Kymberly Williams-Evans, MA and Alexandra Williams, MA
Dear Fun and Fit: I’ve been looking to ramp up my training to complete my first marathon next spring. I really need to get on a better plan for strength training. I will be doing a lot of training over the winter months on the east coast where it is often yucky. It would be nice to be able to fall back on a strength training/treadmill run if needed.

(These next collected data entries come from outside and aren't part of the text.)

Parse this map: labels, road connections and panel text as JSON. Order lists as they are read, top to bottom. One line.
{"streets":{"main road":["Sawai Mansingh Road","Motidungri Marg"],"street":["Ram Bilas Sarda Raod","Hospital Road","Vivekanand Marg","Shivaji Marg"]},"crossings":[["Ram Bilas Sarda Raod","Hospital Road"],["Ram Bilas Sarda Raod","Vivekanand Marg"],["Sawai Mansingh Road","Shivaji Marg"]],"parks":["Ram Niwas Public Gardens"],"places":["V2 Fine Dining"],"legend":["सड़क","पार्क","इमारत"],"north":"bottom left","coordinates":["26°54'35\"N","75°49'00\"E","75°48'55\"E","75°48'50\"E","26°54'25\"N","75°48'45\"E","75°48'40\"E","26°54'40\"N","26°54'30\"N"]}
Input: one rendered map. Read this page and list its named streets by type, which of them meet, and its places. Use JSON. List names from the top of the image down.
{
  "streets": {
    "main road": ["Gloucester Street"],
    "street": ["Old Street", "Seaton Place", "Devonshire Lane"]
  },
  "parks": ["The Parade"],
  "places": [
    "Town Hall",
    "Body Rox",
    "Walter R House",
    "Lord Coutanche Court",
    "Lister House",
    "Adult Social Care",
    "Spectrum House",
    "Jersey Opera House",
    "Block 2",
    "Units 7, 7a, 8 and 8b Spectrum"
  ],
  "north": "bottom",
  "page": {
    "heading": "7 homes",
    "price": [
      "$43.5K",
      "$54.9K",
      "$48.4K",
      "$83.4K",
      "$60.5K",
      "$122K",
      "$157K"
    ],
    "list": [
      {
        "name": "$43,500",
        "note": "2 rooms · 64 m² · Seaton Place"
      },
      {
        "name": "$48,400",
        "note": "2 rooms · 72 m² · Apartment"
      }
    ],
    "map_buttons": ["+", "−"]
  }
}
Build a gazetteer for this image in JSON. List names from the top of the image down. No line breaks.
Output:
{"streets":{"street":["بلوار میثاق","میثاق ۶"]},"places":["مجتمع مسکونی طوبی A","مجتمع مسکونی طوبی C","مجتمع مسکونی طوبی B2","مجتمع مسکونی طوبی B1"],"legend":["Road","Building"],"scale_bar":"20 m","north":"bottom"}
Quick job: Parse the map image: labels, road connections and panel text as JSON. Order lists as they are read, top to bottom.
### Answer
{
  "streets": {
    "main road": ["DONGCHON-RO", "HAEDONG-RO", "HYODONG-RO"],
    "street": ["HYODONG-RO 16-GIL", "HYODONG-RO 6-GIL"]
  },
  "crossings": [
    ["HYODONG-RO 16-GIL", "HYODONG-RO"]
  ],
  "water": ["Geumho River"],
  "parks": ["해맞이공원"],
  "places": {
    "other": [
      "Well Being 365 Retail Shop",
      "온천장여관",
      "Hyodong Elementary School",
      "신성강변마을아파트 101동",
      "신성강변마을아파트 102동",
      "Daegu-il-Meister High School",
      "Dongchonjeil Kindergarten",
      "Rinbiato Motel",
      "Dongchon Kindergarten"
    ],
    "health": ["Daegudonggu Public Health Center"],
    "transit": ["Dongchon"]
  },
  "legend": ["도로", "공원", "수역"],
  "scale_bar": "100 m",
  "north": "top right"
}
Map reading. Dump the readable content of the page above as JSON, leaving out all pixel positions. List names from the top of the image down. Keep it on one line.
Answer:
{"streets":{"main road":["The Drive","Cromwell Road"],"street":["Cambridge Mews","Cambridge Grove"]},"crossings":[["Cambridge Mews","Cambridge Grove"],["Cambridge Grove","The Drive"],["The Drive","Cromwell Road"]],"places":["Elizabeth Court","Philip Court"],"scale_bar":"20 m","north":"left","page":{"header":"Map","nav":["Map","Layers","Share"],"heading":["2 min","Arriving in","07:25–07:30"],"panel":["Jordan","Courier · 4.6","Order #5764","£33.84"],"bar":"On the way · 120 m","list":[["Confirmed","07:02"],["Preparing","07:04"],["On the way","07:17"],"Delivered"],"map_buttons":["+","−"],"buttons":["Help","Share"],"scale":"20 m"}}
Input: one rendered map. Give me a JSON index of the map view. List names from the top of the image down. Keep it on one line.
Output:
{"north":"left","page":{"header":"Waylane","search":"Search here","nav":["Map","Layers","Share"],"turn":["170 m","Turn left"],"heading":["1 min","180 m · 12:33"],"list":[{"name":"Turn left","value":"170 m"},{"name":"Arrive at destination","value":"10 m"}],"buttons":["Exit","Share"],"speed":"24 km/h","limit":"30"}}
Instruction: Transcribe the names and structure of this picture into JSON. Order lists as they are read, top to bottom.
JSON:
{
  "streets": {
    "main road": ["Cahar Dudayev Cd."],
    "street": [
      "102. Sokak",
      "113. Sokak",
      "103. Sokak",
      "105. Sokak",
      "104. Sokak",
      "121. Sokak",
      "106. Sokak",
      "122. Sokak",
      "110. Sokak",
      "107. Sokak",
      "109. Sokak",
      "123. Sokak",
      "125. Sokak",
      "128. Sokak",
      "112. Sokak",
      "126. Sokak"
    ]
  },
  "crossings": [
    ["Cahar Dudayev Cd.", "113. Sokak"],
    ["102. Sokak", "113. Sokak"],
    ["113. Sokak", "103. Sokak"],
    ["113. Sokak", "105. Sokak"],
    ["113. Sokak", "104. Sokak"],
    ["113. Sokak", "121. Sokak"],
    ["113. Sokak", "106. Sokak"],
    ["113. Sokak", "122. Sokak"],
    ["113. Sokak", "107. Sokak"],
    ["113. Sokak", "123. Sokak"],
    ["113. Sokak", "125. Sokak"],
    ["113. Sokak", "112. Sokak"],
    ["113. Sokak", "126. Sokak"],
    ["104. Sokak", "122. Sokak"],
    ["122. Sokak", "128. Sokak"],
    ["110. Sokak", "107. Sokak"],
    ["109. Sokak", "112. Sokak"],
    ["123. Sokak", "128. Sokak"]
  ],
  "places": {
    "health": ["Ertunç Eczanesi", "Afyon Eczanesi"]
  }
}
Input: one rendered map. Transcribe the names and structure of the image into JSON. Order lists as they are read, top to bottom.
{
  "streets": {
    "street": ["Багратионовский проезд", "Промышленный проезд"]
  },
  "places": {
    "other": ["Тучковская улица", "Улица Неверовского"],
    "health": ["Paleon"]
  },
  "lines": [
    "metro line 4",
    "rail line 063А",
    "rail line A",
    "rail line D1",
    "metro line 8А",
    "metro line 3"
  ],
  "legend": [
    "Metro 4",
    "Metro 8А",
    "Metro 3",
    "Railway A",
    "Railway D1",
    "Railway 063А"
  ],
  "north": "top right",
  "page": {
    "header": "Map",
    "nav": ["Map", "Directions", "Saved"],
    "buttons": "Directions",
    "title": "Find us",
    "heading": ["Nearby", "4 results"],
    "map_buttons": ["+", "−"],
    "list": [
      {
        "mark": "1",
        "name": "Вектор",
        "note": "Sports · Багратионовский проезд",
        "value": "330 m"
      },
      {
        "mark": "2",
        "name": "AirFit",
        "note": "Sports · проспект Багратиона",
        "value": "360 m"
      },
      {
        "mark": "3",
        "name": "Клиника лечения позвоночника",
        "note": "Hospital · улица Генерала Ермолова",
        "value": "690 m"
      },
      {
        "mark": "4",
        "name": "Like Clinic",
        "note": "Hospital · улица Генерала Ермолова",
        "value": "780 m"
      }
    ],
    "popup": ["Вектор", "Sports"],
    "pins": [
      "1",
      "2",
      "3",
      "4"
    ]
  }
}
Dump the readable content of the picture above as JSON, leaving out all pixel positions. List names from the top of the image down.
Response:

Would a kettlebell be a good idea or would I be better off with a medicine ball? Which would be more diverse for training? I’d want to start out with something not too big that would cause injury either. Suggestions on weight? Amy, Mount Joy, PA
Alexandra: For diversity, both kettlebell workouts and medicine balls are good. Kettlebells offer both cardio AND strength benefits, while the medicine balls address strength. Having said that, I would suggest the medicine ball first unless you have someone certified in kettlebells to teach you. Kettlebells are deceptively difficult to do right. You have to hold and swing them properly to avoid getting hurt. Our post “Kettlebell Workouts: Yes or No” will give you something to think and clink on.
(For more great advice on taking advantage of what these iron balls with handles offer, listen to our radio interview of Kettlebell Bombshell, Lisa Balash: Kettlebells for Fitness, Weight Loss, and Strength.)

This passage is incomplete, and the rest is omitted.